Letzte Woche wurde ein wissenschaftliches Treffen zum Thema Nutri-Score in Belgien, das derzeit den Vorsitz im EU-Rat innehat, veranstaltet. Dieses Treffen wurde als Versuch gewertet, das Thema Nährwertkennzeichnung auf der Packungsvorderseite wieder auf die Tagesordnung der EU zu setzen.

Die Organisatoren der Veranstaltung teilten Euronews mit, dass italienische Vertreter eingeladen wurden und einen Redner bestätigt hatten, sich aber später zurückzogen, weil die Veranstaltung mit einem Feiertag in Italien zusammenfiel.

Nährwertkennzeichnung auch Thema für EU-Wahlen

Das Thema Lebensmittelbewertung könnte vor und nach den EU-Wahlen neben anderen politischen Themen wieder wichtig werden. Vor allem, wenn Ursula von der Leyen sich wieder auf den Posten der Kommissionspräsidentin bewirbt und dabei Italiens Ministerpräsidentin Giorgia Meloni um Unterstützung bitten sollte – eine Option, die sich von der Leyen in ihrer jüngsten Debatte offen gelassen hat.

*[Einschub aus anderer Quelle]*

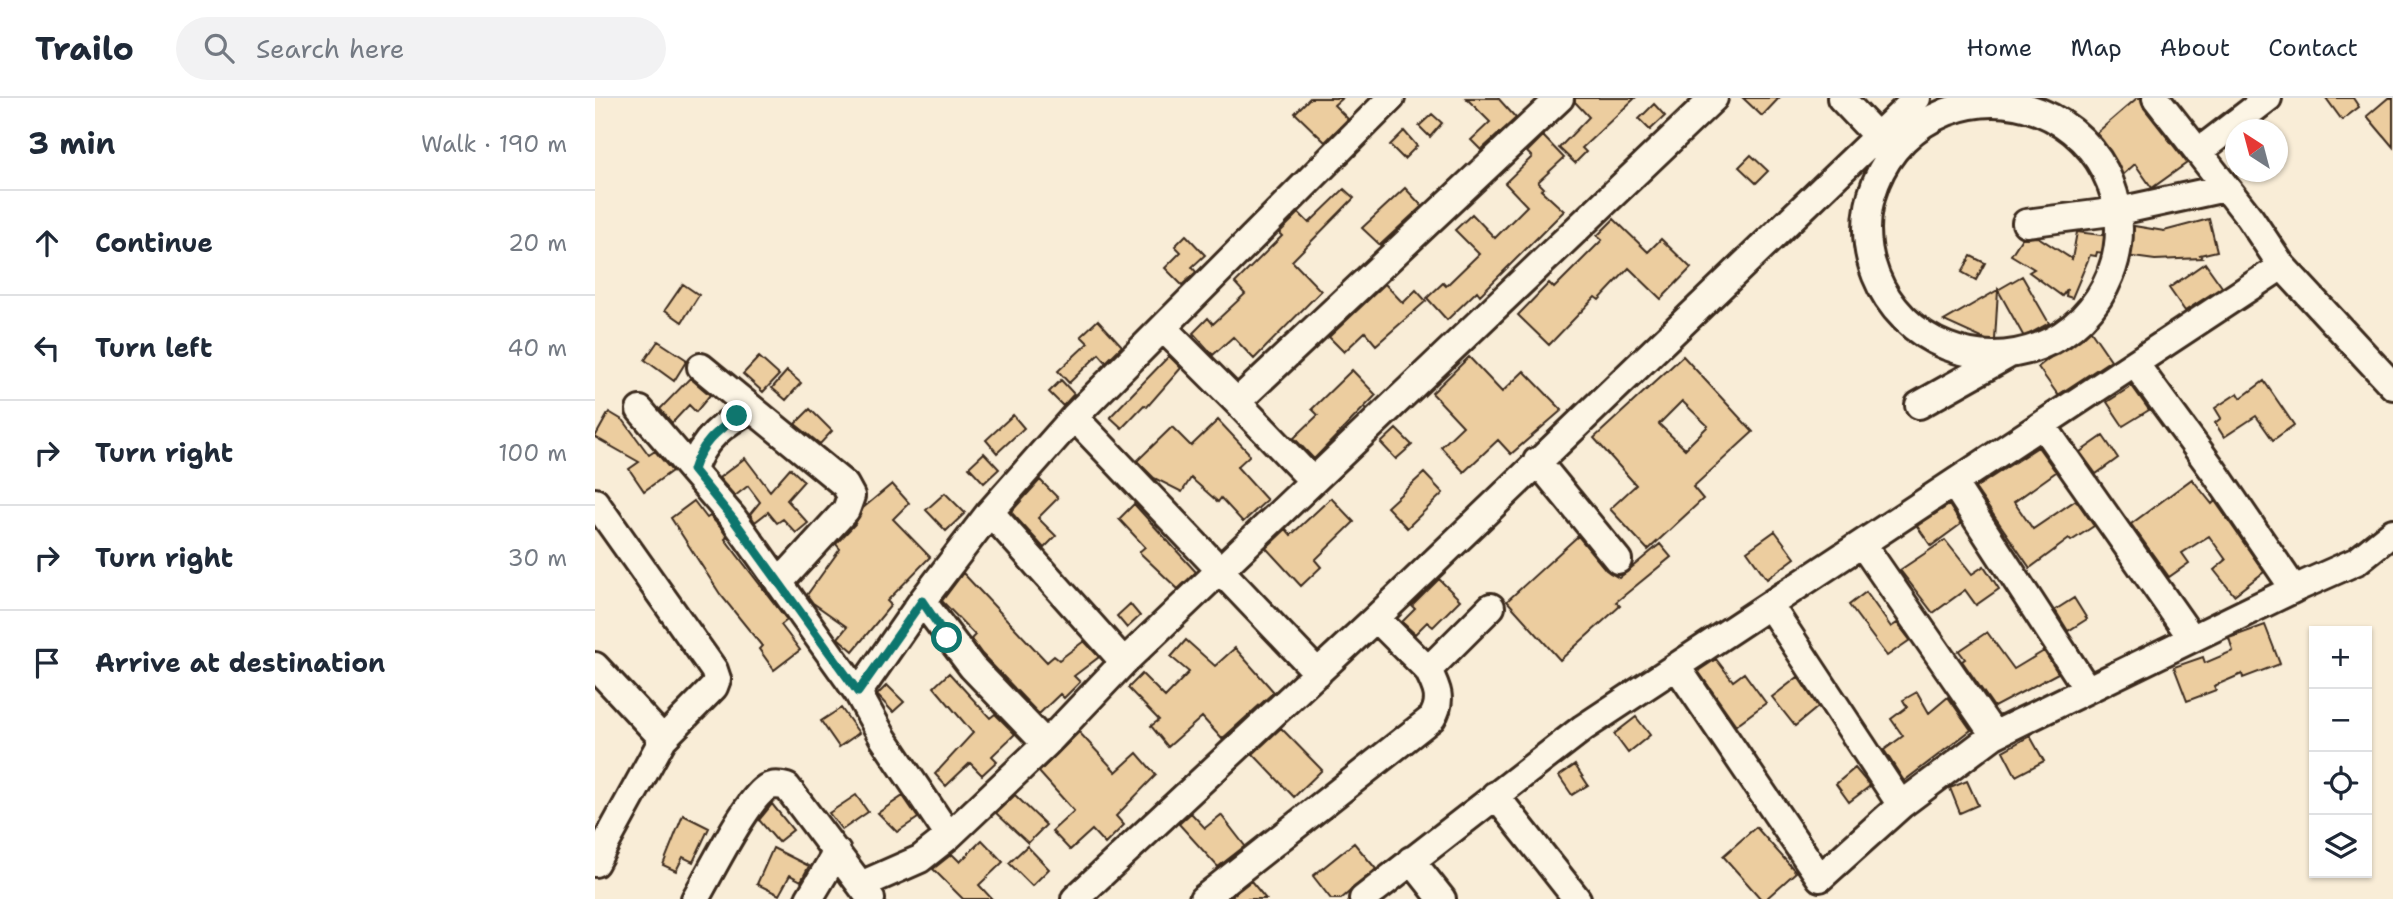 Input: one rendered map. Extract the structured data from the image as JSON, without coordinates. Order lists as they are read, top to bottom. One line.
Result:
{"north":"top left","page":{"header":"Trailo","search":"Search here","nav":["Home","Map","About","Contact"],"heading":["3 min","Walk · 190 m"],"list":[["Continue","20 m"],["Turn left","40 m"],["Turn right","100 m"],["Turn right","30 m"],"Arrive at destination"],"map_buttons":["+","−"]}}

Lorenzo Castellani, Professor für Geschichte der politischen Institutionen an der Universität Luiss in Rom, sagte: "Von der Leyen ist jetzt daran interessiert, mit der italienischen Regierung ins Gespräch zu kommen."

Der Experte teilte Euronews mit, dass sich die Ansichten von Meloni und von der Leyen zu Themen wie Migration angenähert haben. Er fügte hinzu, dass die italienische Ministerpräsidentin den größeren Verhandlungsspielraum in den nächsten Monaten nutzen könnte, bis die neue EU-Kommission eingesetzt wird.